Md. Shahidur Rashid Bhuiyan (born 1956) is a Bangladeshi academic and a former Vice-chancellor of Sher-e-Bangla Agricultural University served during 2020–2024. He was a professor of the Department of Genetics and Plant Breeding.

==Early life==
Bhuiyan was born in 1956 in Belabo Upazila, Narsingdi District in the then East Pakistan. He completed his undergrad in agriculture at the Bangladesh Agricultural University in 1978. He completed his masters on genetics and plant breeding at the same university in 1979.

==Career==
Bhuiyan joined the Bangladesh Agricultural Institute (later Sher-e-Bangla Agricultural University) in 1983 as a lecturer. Bangla Academy published his book on plant breeding in 1992.
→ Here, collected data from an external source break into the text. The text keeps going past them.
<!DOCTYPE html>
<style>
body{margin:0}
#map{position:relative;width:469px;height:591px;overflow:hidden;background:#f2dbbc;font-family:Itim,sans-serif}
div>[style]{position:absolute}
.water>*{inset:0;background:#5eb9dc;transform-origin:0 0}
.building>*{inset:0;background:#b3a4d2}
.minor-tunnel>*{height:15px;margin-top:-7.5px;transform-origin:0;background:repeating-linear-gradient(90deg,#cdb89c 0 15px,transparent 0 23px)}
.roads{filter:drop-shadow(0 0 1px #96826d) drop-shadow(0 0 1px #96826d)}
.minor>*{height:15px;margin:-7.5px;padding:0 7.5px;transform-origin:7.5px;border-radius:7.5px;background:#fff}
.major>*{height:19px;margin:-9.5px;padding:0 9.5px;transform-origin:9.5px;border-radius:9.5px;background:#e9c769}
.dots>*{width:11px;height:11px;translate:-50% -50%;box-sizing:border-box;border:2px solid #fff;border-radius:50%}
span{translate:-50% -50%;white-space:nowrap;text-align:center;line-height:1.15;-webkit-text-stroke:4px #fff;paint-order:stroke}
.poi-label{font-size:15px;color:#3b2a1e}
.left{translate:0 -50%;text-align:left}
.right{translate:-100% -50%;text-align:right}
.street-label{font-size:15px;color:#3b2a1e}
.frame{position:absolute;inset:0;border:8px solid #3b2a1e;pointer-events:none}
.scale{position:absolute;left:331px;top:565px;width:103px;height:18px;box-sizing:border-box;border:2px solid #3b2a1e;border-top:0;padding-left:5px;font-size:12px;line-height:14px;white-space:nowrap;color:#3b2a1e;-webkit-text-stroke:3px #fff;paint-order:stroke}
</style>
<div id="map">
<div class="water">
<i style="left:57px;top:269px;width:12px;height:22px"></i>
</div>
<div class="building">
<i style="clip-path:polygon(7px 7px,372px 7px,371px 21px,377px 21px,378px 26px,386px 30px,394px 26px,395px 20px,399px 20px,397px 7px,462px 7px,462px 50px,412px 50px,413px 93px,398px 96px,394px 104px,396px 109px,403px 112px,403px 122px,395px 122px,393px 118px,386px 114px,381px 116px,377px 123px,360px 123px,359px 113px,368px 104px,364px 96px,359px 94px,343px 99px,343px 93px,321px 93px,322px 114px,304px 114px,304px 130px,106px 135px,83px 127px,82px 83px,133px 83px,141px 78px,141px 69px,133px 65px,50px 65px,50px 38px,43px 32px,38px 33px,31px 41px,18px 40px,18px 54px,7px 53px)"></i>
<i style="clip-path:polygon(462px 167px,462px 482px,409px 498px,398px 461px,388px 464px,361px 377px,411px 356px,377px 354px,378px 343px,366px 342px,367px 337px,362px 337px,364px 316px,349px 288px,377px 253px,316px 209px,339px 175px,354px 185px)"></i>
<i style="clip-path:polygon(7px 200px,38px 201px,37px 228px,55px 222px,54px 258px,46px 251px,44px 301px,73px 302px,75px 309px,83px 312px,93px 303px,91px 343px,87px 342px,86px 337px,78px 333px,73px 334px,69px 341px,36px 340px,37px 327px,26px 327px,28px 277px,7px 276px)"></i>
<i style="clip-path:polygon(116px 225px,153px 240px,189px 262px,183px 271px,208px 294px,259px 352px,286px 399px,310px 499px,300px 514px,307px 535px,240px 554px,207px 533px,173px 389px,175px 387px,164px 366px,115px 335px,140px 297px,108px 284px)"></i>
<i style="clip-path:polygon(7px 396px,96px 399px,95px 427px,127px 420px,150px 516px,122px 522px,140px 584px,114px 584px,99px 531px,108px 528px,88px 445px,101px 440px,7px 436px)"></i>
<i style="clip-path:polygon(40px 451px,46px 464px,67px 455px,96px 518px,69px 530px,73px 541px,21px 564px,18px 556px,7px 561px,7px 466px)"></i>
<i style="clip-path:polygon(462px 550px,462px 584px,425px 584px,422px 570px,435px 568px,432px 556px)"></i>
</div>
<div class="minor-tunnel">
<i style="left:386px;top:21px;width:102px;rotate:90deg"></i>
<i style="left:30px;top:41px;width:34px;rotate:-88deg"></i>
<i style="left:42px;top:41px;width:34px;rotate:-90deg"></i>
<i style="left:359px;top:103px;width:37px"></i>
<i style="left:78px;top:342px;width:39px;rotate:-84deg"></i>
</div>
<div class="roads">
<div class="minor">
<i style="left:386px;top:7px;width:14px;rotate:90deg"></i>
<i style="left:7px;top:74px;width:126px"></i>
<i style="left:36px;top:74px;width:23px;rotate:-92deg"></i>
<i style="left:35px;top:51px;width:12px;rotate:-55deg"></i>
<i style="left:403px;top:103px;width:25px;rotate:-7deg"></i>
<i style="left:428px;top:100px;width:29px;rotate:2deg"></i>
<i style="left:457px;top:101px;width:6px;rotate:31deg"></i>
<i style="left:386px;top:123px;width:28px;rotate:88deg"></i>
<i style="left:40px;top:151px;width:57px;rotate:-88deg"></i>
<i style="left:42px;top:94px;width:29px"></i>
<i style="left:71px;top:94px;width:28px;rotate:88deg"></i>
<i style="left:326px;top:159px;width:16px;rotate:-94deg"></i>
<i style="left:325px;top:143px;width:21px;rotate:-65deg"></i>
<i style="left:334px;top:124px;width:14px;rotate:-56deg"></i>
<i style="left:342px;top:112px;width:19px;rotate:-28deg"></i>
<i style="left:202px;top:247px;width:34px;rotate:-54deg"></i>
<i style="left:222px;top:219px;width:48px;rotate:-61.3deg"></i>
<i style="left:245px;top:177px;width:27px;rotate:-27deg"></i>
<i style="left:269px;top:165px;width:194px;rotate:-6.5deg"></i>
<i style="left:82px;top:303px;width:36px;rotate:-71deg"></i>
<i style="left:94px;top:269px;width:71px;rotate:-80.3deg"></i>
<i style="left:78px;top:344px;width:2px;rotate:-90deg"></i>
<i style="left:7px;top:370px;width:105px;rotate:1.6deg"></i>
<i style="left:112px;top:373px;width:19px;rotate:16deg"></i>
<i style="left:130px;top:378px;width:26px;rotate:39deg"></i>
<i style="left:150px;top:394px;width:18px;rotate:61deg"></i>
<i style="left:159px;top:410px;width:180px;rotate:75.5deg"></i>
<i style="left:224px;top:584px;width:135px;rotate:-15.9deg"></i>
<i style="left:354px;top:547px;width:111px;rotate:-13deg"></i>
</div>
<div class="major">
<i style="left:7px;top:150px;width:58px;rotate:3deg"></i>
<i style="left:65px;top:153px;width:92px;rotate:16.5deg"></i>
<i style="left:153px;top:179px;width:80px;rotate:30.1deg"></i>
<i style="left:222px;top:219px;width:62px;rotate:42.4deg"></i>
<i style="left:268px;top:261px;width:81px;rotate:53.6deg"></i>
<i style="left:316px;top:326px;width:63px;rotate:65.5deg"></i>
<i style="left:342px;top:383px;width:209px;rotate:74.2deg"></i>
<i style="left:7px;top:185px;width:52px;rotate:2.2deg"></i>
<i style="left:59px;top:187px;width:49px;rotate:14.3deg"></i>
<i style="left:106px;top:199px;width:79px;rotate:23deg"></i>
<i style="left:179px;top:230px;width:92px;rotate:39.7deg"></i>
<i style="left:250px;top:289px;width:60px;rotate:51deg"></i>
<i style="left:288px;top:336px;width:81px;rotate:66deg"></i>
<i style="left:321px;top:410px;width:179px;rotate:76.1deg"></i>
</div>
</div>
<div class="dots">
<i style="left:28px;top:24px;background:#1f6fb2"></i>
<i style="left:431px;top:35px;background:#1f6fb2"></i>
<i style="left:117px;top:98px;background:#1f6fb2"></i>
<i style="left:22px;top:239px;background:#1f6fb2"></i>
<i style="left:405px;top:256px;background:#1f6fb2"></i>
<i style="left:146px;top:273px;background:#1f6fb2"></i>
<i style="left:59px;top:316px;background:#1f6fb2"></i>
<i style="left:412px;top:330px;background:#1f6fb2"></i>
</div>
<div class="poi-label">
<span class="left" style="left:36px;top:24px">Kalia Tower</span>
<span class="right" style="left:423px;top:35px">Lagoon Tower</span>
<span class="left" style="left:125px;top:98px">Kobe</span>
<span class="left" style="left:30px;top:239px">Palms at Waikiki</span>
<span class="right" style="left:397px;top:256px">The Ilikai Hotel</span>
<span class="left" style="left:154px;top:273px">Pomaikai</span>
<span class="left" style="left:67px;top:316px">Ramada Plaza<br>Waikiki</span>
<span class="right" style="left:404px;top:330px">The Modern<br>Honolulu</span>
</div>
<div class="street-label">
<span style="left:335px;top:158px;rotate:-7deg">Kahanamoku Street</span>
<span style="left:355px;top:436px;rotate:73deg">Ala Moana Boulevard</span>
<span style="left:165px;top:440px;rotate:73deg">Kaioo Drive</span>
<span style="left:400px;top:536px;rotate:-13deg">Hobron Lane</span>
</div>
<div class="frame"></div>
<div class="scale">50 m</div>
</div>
In 2009, Bhuiyan wrote Genetically Modified Foshol Bartaman O Bhobishshot, one of the few books on Genetically modified organism food production in Bengali. He wrote PushpaKotha" (Flowers Fable) on flowers.

In July 2012, Bhuiyan was appointed pro vice-chancellor of Sher-e-Bangla Agricultural University under vice-chancellor Mohammad Shadat Ullah. He published a book on food nutrition, Khadda O Pushti Bhabna, in 2014. From 2017 to 2018, he was a managing committee member of the Plant Breeding and Genetics Society of Bangladesh.

Bhuiyan was appointed the vice-chancellor of Sher-e-Bangla Agricultural University in November 2020. He replaced Kamal Uddin Ahmed who retired in August. The Agriculture and Engineering Technology Development Society of Kashmir awarded him the Life Time Achievement Award in 2023. He is the president of Bangladesh Biology Olympiad.